If You Wanna Feel Like Mom Of The Year, Just Bash Each On The Internet

by Cookie

gold-268640_960_720

I belong to a couple of “Mommy” pages on Facebook.  You know, the ones where women share birthing war stories, complain about potty training and how their kids are assholes sometimes.  And it always surprises me how these women get all pissy and go keyboard warrior princess on each other as soon as someone makes a choice that is different from theirs.

One of the favourite things to fight about?

Breastfeeding versus formula feeding.  Because clearly my milk production (or lack there of) is your business.  Clearly my non-functioning right nipple affects your ability to breastfeed. That mom who breastfeeds in public without a cover?  Total whore. Plus she’s spoiling that baby by feeding him whenever he’s hungry.

And that picture of me with a bottle in my baby’s mouth?   It’s promoting bottle feeding instead of breastfeeding, when we know that breastfeeding is the ideal choice.  And don’t forget how lazy formula feeding moms are.  We can’t be bothered to put in the effort to do what’s best for our babies.  Jesus.  Formula feeding is a right pain in the ass actually.

Seriously, you know what?

Yesterday morning I fed my kids chocolate milk and licorice so that they would leave me alone for an hour while I taught my online students.

While I practiced in the afternoon, Buddy climbed up on the counter, opened a package of cookies, and proceeded to lick the icing out of the middle of about 5000 cookies.

He then ate an orange and a handful of rice for dinner.

The Destroyer ate all the mushrooms out of her bowl at dinner.  And that’s all.

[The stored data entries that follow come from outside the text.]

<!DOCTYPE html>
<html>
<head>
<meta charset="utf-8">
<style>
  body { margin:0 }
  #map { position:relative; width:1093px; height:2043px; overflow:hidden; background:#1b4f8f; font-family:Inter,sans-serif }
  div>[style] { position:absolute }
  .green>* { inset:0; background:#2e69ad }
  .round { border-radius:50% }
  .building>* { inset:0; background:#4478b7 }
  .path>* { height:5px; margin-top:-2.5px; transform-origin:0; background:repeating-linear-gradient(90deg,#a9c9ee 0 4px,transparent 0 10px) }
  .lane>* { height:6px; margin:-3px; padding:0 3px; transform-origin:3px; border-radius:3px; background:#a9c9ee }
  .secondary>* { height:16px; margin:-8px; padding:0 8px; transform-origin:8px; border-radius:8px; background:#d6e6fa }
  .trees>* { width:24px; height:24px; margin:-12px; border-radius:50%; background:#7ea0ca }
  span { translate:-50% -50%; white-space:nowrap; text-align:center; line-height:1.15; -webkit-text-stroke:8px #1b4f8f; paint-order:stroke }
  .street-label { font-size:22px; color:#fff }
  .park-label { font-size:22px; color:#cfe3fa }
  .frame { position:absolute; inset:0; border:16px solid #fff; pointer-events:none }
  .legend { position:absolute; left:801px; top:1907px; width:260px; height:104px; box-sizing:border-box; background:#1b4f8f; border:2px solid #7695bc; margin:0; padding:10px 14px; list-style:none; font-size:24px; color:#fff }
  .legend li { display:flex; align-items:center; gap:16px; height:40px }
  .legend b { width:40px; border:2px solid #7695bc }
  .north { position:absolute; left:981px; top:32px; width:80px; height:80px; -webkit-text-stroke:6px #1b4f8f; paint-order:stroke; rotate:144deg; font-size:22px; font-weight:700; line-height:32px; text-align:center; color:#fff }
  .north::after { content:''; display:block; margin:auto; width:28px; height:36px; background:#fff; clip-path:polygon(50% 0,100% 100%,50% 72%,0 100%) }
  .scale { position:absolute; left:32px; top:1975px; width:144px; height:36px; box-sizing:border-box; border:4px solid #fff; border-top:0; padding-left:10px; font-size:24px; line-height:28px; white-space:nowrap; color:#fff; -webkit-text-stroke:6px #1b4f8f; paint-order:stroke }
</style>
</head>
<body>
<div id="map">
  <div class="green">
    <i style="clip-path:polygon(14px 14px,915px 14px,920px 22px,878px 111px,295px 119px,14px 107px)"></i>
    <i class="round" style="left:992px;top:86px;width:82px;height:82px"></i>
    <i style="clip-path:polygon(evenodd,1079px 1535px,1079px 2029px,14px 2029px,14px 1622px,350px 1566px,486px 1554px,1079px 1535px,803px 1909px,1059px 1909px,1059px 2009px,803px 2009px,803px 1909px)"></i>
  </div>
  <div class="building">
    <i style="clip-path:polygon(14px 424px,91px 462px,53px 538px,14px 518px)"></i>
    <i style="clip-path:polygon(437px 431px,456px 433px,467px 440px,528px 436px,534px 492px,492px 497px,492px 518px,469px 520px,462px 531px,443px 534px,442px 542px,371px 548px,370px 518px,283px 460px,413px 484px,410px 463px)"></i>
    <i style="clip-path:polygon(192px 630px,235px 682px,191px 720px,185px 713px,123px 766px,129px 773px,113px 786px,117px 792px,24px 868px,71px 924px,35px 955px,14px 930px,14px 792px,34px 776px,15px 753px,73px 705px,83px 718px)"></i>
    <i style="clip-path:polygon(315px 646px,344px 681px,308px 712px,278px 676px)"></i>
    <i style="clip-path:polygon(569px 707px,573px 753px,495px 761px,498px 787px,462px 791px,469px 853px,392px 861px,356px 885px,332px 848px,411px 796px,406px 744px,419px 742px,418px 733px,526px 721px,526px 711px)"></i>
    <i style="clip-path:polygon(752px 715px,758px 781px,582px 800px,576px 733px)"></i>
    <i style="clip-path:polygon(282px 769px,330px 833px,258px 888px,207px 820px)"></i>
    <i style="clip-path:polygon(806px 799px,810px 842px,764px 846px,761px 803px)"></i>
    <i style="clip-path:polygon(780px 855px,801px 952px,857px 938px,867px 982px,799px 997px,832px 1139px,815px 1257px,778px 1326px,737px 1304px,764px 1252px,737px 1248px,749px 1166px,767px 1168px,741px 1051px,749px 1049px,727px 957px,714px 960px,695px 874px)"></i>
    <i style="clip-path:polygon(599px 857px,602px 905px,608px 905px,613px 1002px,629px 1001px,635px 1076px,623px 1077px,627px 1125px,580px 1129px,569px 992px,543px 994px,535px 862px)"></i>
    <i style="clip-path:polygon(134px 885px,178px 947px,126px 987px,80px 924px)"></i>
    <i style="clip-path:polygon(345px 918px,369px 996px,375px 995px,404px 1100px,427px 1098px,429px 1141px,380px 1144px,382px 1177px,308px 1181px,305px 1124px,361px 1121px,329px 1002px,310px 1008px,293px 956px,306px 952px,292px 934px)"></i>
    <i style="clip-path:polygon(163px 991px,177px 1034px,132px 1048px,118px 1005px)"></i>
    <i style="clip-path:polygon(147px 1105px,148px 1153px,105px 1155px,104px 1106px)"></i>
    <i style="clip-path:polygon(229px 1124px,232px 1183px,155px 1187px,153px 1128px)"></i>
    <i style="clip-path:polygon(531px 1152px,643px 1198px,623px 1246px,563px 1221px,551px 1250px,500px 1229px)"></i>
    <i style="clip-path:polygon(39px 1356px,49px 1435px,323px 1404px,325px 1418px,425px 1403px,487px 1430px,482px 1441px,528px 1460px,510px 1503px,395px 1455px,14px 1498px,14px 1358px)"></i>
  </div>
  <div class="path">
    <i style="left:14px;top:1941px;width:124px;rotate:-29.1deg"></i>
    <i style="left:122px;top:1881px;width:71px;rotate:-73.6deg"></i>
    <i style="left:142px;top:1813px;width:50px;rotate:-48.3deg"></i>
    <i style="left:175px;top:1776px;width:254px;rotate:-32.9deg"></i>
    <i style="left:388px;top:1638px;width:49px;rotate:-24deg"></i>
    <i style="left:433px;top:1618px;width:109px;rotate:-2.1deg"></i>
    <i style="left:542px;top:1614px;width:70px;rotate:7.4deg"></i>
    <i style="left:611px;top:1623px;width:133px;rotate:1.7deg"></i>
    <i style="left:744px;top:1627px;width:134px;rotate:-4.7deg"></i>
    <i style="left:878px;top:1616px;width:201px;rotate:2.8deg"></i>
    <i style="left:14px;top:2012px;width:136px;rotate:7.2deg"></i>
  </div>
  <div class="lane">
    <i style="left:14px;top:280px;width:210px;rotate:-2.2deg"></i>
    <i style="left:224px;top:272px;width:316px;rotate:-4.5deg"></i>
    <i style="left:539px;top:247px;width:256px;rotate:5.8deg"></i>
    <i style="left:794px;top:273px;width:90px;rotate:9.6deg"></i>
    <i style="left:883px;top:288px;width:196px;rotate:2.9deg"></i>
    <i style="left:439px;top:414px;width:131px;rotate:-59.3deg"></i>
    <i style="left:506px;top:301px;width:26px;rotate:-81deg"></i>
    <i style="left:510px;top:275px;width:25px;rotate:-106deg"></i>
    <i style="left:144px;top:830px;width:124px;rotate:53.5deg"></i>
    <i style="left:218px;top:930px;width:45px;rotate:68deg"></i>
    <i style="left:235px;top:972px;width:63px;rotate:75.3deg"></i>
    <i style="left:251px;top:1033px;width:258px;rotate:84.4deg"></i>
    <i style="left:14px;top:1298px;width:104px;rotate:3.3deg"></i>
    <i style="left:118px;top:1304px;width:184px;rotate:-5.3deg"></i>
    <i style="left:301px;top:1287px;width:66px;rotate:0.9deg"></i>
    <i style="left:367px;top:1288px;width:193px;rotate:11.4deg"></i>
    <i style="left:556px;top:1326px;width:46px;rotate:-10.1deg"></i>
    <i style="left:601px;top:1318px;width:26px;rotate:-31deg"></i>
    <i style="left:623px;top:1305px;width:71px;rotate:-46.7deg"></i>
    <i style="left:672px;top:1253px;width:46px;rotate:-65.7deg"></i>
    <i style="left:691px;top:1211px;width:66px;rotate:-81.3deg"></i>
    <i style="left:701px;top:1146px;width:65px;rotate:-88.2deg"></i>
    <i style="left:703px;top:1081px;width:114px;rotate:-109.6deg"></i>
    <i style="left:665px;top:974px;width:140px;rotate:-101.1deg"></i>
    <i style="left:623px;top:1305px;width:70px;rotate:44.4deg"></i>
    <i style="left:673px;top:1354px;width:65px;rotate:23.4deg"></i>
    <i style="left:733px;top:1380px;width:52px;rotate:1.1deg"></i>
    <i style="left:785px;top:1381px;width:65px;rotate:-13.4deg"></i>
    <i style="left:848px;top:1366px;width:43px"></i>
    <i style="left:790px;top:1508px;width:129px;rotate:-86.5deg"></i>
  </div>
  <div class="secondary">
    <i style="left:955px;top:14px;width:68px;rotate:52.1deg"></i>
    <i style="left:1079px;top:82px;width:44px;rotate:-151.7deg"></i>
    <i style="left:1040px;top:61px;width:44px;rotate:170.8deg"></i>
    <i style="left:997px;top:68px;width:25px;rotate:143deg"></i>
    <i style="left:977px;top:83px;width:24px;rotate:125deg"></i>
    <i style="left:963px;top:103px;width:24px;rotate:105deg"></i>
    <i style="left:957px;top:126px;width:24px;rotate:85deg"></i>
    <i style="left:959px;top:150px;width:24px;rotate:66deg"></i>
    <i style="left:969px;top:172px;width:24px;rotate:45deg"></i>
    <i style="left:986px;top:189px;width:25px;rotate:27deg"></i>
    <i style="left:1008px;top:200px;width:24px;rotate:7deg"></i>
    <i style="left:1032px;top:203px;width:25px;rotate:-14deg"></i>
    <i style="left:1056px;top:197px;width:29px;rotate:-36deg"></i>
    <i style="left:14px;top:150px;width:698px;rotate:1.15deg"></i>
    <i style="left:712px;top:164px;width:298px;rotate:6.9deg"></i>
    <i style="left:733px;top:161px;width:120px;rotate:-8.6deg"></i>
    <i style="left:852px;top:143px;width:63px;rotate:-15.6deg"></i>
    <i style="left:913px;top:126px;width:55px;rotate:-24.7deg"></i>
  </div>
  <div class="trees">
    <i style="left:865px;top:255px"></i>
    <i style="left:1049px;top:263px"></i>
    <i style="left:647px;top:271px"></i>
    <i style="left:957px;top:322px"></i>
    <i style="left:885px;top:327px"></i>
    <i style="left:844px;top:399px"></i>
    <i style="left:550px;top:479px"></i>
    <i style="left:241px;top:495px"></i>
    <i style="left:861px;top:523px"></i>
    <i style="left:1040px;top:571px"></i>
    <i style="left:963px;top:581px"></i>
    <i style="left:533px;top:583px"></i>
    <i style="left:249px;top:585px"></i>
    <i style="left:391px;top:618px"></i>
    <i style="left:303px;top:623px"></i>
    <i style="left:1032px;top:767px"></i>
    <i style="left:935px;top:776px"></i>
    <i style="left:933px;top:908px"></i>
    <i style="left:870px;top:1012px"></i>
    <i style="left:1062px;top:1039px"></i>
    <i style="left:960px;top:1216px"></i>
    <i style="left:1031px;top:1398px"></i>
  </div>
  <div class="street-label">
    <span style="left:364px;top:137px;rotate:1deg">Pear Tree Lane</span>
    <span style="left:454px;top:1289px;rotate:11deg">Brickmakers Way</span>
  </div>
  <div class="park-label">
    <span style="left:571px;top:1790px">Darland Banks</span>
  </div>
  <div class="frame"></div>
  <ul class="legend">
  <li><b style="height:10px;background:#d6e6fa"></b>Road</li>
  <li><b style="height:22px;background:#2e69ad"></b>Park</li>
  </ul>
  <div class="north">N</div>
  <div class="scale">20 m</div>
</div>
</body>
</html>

So, instead of making a new mom feel bad about the way she chooses to feed her baby so that you can feel validated in the choices that you make, just feel that you one upped me by not feeding your kid candy and crap for almost an entire day.

And if you want really need to feel like you’re doing the best job ever, know also that almost every single Avenger has some sort of inappropriate name according to Buddy and his speech impediment: ( clearly because I don’t read enough to him or work on diction or do anything at all really to help his development:

Thor=Whore

Clint (Hawkeye)=Cunt

Falcon=Fuckin

Robots=Ho-bots

All you really need to do to feel like parent of the year is to visit here and do none of the things I do.